Sunday, October 04, 2009


Clark Hoyt, the public editor of The New York Times, is clearly a glutton for punishment: everyone in the left and right blogosphere (except me) mocked his column on ACORN last week, in which he also noted that the Times "would now assign an editor to monitor opinion media."

Righties think this is laughably inadequate, while lefties think this is making wingnut crazies the assignment editors for the Times; that was clear in the blogosphere's reaction to Hoyt's column last week, and it's clear from most of the responses Hoyt quotes this week, which echo the mainstream left and right blog reactions almost exactly.

And then there are these reactions:

Leigh Allen of San Francisco ... said she relies on The Times to keep her informed: "I often don't hear about the latest conflict until I read a Facebook rant from an old high school friend or talk on the phone with my mother (both in conservative Orange County, Calif.). It's embarrassing not to be able to respond with facts when I hadn't even heard about the issue." Michele Cusack of Novato, Calif., said that when someone asked if she had heard the latest about Acorn, "I had to answer 'no' because I get all my news from The New York Times."

Well, exactly.

A hell of a lot of people still get their news exclusively from the Times and other old-line news organizations, which have long felt that much of the crazy, conspiratorial chatter on the far right is beneath them. And then there's a segment of the population -- possibly a third of the country, and possibly the population subgroup most fixated on politics -- for which all that crazy, conspiratorial stuff is the news. Somebody needs to cover the crazies' top stories in a way that isn't crazy and conspiratorial, so the people in the former group can talk to, and (let's hope) rebut, the people in the latter group.

Is that making the crazies into "assignment editors" for the mainstream press? Yeah -- and so what? It's only a problem if the mainstream press lets the crazies dictate conclusions; if, instead, the non-crazies shed light where the crazies have heretofore shed only heat, what's the problem? (And yes, I know: that's a big if.)

Activists and rabble-rousers and hell-raisers, across the political spectrum, always force stories onto the national agenda; that's part of the point of being a political activist. So let's acknowledge the success of the right-wing Wurlitzer, which is both a corporate-funded counterrevolutionary force and a ragtag bunch of troublemakers, for its ability to make a third of the country think something is news whether or not it should be news. And let's stop pretending that playing hear-no-evil, see-no-evil, speak-no-evil with regard to this sort of thing is somehow going to make the topics in question disappear from a large of percentage of the country's radar. It seems to me that if a seemingly marginal topic can go from one of Andrew Breitbart's Web sites to the floor of Congress as fast as a Maserati going from zero to 60, then the sane press ought to weigh in before Breitbart steps on the gas.

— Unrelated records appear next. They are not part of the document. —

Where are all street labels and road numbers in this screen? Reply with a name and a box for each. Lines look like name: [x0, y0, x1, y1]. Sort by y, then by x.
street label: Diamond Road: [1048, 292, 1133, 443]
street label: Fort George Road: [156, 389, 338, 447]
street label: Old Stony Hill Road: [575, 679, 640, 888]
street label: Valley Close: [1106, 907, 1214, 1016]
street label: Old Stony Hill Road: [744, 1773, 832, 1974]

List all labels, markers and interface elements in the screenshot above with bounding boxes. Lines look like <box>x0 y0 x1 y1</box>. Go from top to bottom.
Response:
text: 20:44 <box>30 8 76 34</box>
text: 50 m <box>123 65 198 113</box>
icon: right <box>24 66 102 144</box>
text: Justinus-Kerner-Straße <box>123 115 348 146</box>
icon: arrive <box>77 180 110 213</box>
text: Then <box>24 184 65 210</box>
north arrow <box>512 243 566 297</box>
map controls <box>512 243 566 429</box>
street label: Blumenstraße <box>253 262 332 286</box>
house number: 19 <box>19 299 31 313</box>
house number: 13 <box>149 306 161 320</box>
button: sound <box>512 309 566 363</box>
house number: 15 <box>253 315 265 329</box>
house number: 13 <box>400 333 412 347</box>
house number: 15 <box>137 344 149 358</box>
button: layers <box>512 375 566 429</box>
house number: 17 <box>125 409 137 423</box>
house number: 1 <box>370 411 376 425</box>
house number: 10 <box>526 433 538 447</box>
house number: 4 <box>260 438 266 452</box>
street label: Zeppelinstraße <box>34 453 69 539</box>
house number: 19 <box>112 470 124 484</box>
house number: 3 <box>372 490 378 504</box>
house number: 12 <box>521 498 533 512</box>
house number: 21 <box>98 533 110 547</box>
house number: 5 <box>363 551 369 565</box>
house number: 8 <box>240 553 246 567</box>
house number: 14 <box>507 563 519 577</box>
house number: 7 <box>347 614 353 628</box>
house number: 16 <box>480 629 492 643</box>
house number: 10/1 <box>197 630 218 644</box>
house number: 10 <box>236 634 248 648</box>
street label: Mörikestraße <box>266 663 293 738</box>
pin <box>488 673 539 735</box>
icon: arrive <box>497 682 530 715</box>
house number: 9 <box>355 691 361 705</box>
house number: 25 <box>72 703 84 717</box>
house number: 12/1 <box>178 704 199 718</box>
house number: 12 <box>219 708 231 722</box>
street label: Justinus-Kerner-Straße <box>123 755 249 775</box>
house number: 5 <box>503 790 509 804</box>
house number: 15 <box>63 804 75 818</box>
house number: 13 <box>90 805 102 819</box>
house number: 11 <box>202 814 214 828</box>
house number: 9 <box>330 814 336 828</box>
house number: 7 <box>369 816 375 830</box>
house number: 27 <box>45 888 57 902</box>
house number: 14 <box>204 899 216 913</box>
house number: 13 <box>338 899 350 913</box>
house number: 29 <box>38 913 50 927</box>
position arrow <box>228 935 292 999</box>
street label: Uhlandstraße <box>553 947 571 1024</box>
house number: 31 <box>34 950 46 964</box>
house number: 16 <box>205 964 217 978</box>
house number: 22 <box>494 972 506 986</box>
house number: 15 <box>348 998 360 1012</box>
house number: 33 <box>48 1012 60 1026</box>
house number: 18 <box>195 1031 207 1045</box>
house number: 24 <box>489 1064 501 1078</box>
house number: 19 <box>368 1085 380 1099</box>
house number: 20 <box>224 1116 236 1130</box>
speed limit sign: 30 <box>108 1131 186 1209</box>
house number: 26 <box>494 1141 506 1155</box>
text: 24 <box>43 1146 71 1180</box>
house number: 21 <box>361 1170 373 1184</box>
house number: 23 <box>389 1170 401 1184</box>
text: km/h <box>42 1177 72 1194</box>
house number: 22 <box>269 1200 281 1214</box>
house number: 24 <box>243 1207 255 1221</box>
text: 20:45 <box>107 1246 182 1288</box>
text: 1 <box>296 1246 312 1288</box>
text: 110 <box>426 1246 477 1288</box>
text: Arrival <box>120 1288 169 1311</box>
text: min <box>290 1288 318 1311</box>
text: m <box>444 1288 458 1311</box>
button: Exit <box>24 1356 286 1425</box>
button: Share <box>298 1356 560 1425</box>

UPDATE: Last word on this. I fully understand skepticism about the Times and other mainstream news outlets. It's hard to imagine them pursuing right-wing stories without echoing the right-wing line, and I understand that. But there's a need for someone to do this, and to do it right. For years we've let the right push stories into the public consciousness without effectively rebutting those stories. We respond to the right-wing noise machine the way Democrats and progressives responded to the town-meeting agitations -- with too little that came too late. That's got to stop.